ReplicationBench: Can AI Agents Replicate Astrophysics Research Papers?
Christine Ye, Sihan Yuan, Suchetha Cooray, Steven Dillmann, Ian L. V. Roque, Dalya Baron, Philipp Frank, Sergio Martin-Alvarez, Nolan Koblischke, Frank J Qu, Diyi Yang, Risa Wechsler, Ioana Ciuca
2025-10-29
Summary
This paper introduces a way to test how well artificial intelligence (AI) agents can actually *do* scientific research, specifically by trying to recreate the work in existing research papers.
What's the problem?
As AI gets better, people are hoping it can help with scientific discoveries, but we don't really have a good way to check if the AI is actually being accurate and reliable. It's not enough for an AI to just *say* it's doing research; we need to know if it's following the correct methods and getting the right answers.
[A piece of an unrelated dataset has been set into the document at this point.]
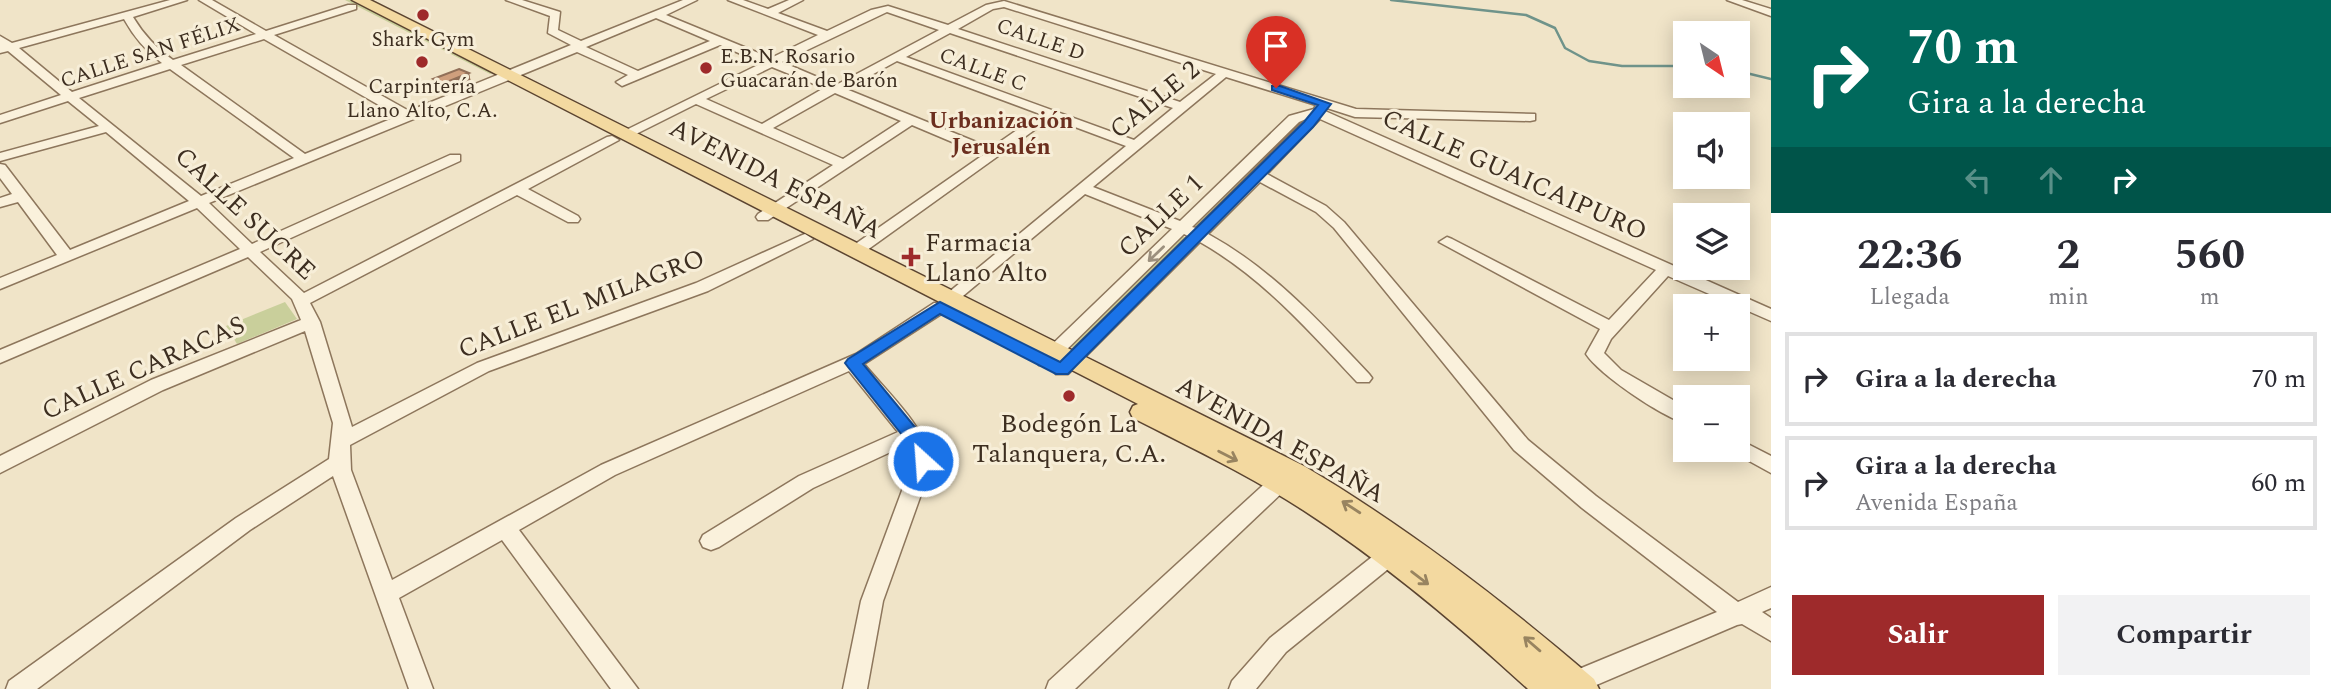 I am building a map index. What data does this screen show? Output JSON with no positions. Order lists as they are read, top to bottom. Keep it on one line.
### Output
{"streets":{"main road":["AVENIDA ESPAÑA"],"street":["CALLE D","CALLE SAN FÉLIX","CALLE C","CALLE 2","CALLE GUAICAIPURO","CALLE SUCRE","CALLE 1","CALLE EL MILAGRO","CALLE CARACAS"]},"crossings":[["CALLE D","CALLE 2"],["CALLE SAN FÉLIX","AVENIDA ESPAÑA"],["CALLE SAN FÉLIX","CALLE SUCRE"],["CALLE C","CALLE 2"],["CALLE 2","AVENIDA ESPAÑA"],["CALLE 2","CALLE SUCRE"],["CALLE GUAICAIPURO","CALLE 1"],["AVENIDA ESPAÑA","CALLE 1"],["AVENIDA ESPAÑA","CALLE EL MILAGRO"],["CALLE SUCRE","CALLE EL MILAGRO"],["CALLE SUCRE","CALLE CARACAS"]],"districts":["Urbanización Jerusalén"],"places":{"other":["Shark Gym","Carpintería Llano Alto, C.A.","E.B.N. Rosario Guacarán de Barón","Bodegón La Talanquera, C.A."],"health":["Farmacia Llano Alto"]},"north":"bottom right","page":{"turn":["70 m","Gira a la derecha"],"map_buttons":["+","−"],"eta":["22:36","Llegada","2","min","560","m"],"list":[{"name":"Gira a la derecha","value":"70 m"},{"name":"Gira a la derecha","note":"Avenida España","value":"60 m"}],"buttons":["Salir","Compartir"]}}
Current AI models aren't very good at complex tasks like replicating entire research projects.
What's the solution?
The researchers created a benchmark called ReplicationBench. They took actual astrophysics papers and broke them down into smaller tasks – things like setting up experiments, doing calculations, analyzing data, and writing code. They then asked AI agents to complete these tasks, and had the original authors of the papers check the AI’s work for both faithfulness (did it follow the original steps?) and correctness (did it get the right results?).
Why it matters?
This work is important because it provides a standardized and rigorous way to evaluate AI’s ability to perform scientific research. It shows where current AI models struggle, which helps researchers improve them. Because astrophysics relies heavily on data analysis and computation, it’s a good field to test AI, and the lessons learned can likely be applied to other scientific areas as well. Ultimately, this helps us understand how close we are to having AI that can truly assist with scientific discovery.
Abstract
Frontier AI agents show increasing promise as scientific research assistants, and may eventually be useful for extended, open-ended research workflows. However, in order to use agents for novel research, we must first assess the underlying faithfulness and correctness of their work. To evaluate agents as research assistants, we introduce ReplicationBench, an evaluation framework that tests whether agents can replicate entire research papers drawn from the astrophysics literature. Astrophysics, where research relies heavily on archival data and computational study while requiring little real-world experimentation, is a particularly useful testbed for AI agents in scientific research. We split each paper into tasks which require agents to replicate the paper's core contributions, including the experimental setup, derivations, data analysis, and codebase. Each task is co-developed with the original paper authors and targets a key scientific result, enabling objective evaluation of both faithfulness (adherence to original methods) and correctness (technical accuracy of results). ReplicationBench is extremely challenging for current frontier language models: even the best-performing language models score under 20%. We analyze ReplicationBench trajectories in collaboration with domain experts and find a rich, diverse set of failure modes for agents in scientific research. ReplicationBench establishes the first benchmark of paper-scale, expert-validated astrophysics research tasks, reveals insights about agent performance generalizable to other domains of data-driven science, and provides a scalable framework for measuring AI agents' reliability in scientific research.